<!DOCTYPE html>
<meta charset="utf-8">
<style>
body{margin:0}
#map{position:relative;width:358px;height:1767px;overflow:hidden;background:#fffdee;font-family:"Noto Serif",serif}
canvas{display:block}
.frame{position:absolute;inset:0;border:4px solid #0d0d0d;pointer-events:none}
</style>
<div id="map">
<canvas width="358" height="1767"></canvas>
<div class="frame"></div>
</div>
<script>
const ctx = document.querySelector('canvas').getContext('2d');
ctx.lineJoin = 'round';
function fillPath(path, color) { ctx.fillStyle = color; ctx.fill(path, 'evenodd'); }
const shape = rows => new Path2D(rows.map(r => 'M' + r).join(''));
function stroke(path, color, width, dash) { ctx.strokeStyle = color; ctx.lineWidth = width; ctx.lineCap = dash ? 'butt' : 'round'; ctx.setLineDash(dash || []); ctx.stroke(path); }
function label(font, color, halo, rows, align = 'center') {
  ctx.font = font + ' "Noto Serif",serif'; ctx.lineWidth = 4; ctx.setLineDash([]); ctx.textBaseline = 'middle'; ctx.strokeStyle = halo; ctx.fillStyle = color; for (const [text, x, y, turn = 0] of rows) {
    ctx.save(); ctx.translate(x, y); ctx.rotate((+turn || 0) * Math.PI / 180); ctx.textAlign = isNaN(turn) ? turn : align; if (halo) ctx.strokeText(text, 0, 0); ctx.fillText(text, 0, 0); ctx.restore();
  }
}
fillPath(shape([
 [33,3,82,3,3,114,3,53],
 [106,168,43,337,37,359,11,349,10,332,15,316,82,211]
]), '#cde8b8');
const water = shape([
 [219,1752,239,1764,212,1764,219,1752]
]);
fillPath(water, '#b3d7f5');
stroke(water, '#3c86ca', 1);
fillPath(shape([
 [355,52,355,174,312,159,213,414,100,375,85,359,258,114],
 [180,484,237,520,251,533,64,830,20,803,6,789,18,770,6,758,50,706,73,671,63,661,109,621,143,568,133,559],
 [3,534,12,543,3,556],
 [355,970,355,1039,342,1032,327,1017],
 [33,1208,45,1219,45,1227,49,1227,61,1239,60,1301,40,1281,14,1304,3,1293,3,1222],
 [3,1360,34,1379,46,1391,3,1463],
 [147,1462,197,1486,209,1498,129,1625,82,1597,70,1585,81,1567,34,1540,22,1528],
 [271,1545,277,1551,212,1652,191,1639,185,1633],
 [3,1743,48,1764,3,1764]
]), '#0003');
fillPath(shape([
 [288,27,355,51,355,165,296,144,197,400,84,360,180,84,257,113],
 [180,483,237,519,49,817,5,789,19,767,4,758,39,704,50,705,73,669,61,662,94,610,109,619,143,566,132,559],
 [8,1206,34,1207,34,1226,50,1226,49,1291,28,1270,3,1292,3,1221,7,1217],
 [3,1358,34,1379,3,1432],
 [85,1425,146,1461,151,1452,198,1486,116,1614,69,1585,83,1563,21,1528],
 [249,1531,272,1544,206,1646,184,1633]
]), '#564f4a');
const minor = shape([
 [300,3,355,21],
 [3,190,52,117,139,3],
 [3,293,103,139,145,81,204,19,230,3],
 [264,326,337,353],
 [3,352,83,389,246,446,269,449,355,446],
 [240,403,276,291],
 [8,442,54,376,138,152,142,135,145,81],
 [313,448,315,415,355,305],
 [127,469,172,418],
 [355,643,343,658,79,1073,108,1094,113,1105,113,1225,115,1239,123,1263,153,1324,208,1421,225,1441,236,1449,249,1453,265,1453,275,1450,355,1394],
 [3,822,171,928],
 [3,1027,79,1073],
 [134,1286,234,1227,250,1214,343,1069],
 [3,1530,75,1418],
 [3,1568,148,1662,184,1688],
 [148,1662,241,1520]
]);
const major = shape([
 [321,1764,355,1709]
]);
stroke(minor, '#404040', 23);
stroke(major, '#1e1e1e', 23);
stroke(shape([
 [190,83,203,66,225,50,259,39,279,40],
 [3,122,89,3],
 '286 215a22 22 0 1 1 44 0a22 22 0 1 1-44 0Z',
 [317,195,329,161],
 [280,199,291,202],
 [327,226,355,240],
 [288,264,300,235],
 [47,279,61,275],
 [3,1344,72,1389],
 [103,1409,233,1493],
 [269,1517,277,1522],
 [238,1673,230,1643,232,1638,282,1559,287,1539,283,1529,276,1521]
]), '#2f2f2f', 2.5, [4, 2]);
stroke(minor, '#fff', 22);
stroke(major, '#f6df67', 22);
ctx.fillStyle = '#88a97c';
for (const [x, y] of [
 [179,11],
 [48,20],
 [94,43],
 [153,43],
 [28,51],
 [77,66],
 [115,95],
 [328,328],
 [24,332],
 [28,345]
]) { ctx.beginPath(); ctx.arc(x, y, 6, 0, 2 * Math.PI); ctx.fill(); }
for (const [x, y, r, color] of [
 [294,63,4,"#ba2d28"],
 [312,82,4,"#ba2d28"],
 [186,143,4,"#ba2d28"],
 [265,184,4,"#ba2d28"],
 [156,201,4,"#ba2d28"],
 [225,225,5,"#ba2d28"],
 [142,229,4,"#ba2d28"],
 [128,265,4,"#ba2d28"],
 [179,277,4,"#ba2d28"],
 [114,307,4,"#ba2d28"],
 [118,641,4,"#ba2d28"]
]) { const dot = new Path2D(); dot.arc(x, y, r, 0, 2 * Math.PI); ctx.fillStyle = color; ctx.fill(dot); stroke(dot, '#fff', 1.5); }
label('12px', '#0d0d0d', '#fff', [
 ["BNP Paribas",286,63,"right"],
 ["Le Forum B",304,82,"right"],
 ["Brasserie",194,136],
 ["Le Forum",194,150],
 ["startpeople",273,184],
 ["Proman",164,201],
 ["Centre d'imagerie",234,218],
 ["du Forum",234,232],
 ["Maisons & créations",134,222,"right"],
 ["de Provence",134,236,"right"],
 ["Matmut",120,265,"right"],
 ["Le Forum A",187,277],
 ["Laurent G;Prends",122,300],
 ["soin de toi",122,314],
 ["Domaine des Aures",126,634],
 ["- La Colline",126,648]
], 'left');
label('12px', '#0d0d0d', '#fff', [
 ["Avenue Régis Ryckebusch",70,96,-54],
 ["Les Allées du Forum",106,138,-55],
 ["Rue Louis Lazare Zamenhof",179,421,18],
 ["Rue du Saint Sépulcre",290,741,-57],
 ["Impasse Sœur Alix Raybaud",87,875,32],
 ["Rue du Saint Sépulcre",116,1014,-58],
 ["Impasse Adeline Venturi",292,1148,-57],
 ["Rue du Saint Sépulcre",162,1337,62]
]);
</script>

*WHAT IS NEEDED*
Since only the total is wanted, work out how many lines of the data above contain "canvas" and state it alone.

*TASK OUTPUT*
3